Handling stack overflow on custom stacks
On my computer, the callstack of a new process is around 10MB [1]. Modern operating system automatically reserve some amount of virtual memory and install protections on the page below the stack to create a segmentation fault on stack overflow. This ensures that a stack overflow won’t go corrupting random parts of memory.
We want to have a lot of coroutines, so they should have smaller stacks, maybe 16 or 64KB. This makes stack overflow an even greater possibility, but at the same time, coroutines implemented in user space don’t get this checking for free–we have to build it ourselves. In the process, we can even do better: we can give some information about the coroutine which crashed.Here’s the idea:
- Memory-protect the page on the bottom of the stack (remember, x86 callstacks grow down) to disallow reads and writes.
- Install a signal handler for SIGSEGV.
- In the handler, examine which address caused the page fault:
- If the address is within the protected page of a coroutine, report a callstack overflow for the coroutine, with a stack backtrace and some information about the coroutine that crashed.
- Otherwise, report a generic memory fault at the address, with a stack backtrace.
I’m treating stack overflow as a fatal error here, but a more nuanced approach is possible: rather than killing the whole database, it could just kill that coroutine and return to the scheduler. But this particular kind of error tolerance would require broad modifications to RethinkDB which we’re not ready to do. I could also make stack overflow resize the stack to be larger, but this is difficult in C++ because there might be pointers into the stack.
Nothing here is complicated to implement, but it involves the interaction of a few different system calls, which I’ll explain in this article.
Manipulating memory protection
We want to allocate the stack and make the bottom page unreadable and
unwritable. The mprotect
system call manipulates memory protection, and
getpagesize
tells us how big a page is (it might not be 4KB).
valloc
makes a page-aligned memory allocation.
void *stack = valloc(stack_size);
mprotect(stack, getpagesize(), PROT_NONE);
When deallocating the stack, be sure to reset the protection to what it was before.
mprotect(stack, getpagesize(), PROT_READ|PROT_WRITE);
free(stack);
Installing a signal handler
In order to catch the segfault, we have to install a signal handler.
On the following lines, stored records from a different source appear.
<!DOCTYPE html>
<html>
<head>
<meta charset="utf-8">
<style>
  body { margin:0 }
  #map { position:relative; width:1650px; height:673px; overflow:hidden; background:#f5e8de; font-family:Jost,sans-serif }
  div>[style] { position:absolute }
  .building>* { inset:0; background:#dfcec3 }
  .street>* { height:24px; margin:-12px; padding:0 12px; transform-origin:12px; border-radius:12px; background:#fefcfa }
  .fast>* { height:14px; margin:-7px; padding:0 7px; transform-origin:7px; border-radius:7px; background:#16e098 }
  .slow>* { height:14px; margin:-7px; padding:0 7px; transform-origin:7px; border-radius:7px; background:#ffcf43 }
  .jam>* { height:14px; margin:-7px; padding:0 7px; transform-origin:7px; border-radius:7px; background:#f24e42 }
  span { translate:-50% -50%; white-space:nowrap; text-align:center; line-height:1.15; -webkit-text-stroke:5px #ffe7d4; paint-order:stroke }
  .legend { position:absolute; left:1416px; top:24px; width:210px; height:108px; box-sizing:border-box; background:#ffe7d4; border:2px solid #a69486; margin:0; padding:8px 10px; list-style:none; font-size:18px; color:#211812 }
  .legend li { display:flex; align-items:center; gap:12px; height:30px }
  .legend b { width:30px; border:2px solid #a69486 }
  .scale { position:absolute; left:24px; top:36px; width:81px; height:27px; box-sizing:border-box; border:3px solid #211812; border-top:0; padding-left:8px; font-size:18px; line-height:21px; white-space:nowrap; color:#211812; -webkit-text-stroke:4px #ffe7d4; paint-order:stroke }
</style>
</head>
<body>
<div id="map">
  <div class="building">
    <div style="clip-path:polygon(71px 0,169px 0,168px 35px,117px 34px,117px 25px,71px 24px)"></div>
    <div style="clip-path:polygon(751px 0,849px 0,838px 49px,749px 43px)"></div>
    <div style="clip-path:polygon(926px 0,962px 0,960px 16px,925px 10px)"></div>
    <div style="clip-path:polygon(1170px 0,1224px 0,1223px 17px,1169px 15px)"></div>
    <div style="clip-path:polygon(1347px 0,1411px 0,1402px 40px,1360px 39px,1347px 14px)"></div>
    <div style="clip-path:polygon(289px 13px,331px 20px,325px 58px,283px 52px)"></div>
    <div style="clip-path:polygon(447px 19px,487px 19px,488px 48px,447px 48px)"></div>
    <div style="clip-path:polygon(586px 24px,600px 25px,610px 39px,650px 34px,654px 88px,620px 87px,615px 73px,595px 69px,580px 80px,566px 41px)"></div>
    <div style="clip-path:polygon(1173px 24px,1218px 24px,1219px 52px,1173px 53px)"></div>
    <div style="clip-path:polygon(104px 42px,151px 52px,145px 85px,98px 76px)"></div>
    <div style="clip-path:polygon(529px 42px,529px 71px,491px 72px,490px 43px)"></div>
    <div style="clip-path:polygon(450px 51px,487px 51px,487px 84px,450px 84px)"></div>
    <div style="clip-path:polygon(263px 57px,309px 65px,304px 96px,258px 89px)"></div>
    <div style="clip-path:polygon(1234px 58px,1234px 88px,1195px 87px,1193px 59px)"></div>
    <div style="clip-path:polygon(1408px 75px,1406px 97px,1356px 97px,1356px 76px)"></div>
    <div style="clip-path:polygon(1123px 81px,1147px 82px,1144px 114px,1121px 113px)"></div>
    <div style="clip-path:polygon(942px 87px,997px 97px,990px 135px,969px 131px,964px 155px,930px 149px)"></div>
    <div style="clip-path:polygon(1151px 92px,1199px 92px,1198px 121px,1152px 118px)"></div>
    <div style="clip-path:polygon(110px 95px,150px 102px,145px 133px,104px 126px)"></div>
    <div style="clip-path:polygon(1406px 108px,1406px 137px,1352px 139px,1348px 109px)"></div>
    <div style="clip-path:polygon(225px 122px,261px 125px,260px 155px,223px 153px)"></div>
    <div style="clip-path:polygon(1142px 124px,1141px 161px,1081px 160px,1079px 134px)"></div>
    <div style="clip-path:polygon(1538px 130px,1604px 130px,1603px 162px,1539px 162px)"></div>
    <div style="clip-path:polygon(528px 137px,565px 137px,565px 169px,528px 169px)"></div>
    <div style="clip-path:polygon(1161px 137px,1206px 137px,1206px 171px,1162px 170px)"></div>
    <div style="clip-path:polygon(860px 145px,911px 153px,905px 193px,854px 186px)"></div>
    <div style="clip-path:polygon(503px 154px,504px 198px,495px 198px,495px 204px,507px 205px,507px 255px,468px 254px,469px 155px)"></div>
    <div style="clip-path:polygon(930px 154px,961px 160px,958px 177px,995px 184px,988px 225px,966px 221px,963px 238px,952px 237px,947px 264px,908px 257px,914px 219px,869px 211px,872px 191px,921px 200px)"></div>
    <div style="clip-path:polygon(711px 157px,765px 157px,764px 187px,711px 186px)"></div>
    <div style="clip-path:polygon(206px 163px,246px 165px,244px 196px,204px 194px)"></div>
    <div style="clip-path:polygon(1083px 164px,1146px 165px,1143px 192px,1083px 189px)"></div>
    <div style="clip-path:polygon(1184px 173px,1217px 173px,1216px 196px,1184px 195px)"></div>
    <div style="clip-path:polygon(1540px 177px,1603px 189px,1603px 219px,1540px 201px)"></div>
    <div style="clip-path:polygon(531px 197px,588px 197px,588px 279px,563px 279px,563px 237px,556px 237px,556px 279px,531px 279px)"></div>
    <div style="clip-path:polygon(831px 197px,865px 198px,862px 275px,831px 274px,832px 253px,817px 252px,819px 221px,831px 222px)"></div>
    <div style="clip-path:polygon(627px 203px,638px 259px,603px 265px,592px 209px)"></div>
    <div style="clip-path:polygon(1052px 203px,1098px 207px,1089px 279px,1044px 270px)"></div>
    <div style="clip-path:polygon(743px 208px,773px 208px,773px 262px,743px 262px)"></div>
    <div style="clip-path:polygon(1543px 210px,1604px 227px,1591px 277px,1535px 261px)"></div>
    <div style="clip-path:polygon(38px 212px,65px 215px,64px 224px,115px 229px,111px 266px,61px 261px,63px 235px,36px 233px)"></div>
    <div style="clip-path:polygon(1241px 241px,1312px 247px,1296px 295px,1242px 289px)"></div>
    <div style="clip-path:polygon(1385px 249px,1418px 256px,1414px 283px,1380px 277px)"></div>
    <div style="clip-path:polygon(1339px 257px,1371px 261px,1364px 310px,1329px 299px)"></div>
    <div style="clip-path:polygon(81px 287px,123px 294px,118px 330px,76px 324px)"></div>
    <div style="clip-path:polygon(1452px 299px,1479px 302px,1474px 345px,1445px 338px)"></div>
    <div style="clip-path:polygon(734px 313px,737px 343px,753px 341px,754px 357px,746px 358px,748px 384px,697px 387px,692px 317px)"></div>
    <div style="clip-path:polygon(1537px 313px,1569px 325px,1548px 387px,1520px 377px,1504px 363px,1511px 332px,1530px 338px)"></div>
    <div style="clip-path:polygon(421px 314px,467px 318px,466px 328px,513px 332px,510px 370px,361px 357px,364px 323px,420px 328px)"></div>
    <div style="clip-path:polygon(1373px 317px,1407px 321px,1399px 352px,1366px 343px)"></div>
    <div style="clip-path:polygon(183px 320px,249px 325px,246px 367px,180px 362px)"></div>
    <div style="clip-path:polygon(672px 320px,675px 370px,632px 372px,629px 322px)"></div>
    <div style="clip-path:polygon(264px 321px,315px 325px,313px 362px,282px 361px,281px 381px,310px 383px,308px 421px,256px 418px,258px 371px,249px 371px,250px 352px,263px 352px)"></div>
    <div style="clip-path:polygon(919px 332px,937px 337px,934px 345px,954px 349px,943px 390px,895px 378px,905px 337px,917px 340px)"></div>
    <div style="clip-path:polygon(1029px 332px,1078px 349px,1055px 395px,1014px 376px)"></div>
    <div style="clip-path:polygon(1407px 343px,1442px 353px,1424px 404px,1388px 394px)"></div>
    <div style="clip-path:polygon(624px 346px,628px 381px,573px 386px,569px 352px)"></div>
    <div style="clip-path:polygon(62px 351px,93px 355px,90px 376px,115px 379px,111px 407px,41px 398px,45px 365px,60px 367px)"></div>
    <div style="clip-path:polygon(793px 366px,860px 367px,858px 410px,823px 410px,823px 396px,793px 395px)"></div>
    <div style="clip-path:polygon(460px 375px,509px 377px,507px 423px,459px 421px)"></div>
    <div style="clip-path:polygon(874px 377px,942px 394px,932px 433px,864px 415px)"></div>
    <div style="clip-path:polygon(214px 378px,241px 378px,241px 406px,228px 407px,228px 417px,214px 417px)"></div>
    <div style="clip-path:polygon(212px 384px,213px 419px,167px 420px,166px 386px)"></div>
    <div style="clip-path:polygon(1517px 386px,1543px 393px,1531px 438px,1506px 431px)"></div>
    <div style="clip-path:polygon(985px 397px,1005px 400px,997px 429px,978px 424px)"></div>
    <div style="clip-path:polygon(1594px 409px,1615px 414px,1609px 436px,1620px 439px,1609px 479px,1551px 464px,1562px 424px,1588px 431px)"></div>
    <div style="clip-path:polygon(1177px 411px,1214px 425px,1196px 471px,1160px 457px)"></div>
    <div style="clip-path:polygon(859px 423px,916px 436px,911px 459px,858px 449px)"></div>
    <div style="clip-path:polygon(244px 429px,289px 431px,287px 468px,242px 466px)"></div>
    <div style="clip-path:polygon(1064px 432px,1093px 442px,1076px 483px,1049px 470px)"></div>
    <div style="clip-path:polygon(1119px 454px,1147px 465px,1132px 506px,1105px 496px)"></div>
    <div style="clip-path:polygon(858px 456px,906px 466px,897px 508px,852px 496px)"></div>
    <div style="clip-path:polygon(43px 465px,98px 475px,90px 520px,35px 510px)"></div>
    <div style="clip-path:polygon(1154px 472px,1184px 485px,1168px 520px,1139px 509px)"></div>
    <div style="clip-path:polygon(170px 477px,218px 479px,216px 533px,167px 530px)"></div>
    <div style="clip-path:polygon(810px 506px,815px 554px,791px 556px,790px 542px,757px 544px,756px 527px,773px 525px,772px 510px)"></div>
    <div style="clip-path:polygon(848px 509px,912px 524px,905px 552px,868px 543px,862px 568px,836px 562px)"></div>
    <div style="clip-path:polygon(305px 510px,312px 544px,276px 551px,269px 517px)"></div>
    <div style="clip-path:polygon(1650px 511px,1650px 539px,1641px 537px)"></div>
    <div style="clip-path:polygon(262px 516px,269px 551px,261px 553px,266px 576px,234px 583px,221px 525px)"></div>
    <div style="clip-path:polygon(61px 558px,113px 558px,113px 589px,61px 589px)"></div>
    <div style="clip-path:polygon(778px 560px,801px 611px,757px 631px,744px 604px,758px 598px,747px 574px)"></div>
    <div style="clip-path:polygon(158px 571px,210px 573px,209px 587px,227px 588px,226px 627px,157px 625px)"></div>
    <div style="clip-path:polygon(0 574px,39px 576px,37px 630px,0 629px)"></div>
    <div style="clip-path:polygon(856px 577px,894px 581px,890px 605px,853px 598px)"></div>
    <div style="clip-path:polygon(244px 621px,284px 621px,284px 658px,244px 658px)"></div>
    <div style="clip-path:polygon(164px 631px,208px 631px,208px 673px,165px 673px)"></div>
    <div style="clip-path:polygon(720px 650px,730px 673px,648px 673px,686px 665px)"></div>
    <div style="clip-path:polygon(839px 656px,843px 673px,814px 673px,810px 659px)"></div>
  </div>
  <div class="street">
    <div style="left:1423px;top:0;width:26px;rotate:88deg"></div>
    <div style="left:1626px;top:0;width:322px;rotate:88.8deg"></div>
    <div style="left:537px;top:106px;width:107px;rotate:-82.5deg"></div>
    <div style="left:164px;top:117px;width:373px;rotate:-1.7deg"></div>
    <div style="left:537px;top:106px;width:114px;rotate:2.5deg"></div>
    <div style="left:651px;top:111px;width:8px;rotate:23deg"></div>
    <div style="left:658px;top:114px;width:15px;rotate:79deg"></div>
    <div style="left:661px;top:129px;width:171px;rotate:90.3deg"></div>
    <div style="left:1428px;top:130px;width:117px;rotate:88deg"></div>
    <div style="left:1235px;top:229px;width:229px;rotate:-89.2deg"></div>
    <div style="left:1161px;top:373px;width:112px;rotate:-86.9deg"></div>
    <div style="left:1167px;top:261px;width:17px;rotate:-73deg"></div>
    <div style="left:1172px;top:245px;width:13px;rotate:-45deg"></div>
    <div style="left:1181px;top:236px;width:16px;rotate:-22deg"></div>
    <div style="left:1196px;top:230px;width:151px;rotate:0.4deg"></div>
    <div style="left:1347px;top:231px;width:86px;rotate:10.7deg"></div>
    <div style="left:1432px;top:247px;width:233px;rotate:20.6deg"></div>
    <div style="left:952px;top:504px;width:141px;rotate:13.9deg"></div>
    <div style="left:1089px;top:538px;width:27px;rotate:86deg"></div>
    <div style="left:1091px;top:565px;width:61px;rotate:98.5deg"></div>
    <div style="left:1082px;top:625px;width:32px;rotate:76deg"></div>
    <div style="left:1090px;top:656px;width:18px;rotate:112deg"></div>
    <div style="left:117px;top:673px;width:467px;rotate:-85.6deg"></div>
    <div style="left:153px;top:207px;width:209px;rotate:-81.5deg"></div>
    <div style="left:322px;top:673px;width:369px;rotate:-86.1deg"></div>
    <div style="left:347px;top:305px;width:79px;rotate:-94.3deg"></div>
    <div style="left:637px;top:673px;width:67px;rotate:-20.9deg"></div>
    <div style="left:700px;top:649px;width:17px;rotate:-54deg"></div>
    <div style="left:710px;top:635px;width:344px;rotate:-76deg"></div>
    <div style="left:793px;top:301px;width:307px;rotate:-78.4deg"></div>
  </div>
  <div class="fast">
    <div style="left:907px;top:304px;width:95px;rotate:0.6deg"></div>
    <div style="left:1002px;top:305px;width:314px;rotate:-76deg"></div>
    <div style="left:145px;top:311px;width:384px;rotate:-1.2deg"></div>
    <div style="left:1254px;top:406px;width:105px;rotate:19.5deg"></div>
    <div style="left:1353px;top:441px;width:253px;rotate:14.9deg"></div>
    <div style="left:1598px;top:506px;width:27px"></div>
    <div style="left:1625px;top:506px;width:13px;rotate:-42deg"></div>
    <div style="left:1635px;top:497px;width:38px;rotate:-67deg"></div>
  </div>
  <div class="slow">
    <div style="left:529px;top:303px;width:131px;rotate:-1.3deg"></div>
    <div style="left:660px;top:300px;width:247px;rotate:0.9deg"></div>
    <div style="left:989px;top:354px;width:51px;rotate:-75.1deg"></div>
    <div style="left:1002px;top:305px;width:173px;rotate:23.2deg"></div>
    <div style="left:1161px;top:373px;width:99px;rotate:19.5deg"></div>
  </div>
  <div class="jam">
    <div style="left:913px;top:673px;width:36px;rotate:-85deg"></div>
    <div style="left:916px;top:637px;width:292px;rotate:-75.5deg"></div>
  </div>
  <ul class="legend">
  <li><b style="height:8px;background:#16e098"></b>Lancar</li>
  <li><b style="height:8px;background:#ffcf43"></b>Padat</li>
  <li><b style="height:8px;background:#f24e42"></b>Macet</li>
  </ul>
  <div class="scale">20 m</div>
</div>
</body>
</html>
The
signal
system call won’t cut it–it just doesn’t give us enough
information about what happened. Instead, we have to use sigaction
, which
takes a whole struct of parameters, not just a function pointer, for how to
handle the signal. One struct member is sa_flags
. We have to turn on the
SA_ONSTACK
flag in order to use a user-provided stack (see below) and the
SA_SIGINFO
flag, in order to call a function with more information. If
SA_SIGINFO
is set, then we can set the sa_sigaction
member to a function
which takes a siginfo_t
struct as an argument. The si_addr
member of that
struct contains the address of the location which caused the fault. All
together, the code for establishing the page handler is as follows:
struct sigaction action;
bzero(&action, sizeof(action));
action.sa_flags = SA_SIGINFO|SA_STACK;
action.sa_sigaction = &sigsegv_handler;
sigaction(SIGSEGV, &action, NULL);
The signal handler itself will print out the CPU where the coroutine was
initialized, but it would be easy to extend to support printing other metadata
contained in the coroutine. int coro_t::in_coro_from_cpu(int)
reports which
CPU a coroutine was initialized on, or -1 if the address was not from the
protected page of a coroutine stack. crash
will cause the program to
terminate with the given error message, together with a stack trace.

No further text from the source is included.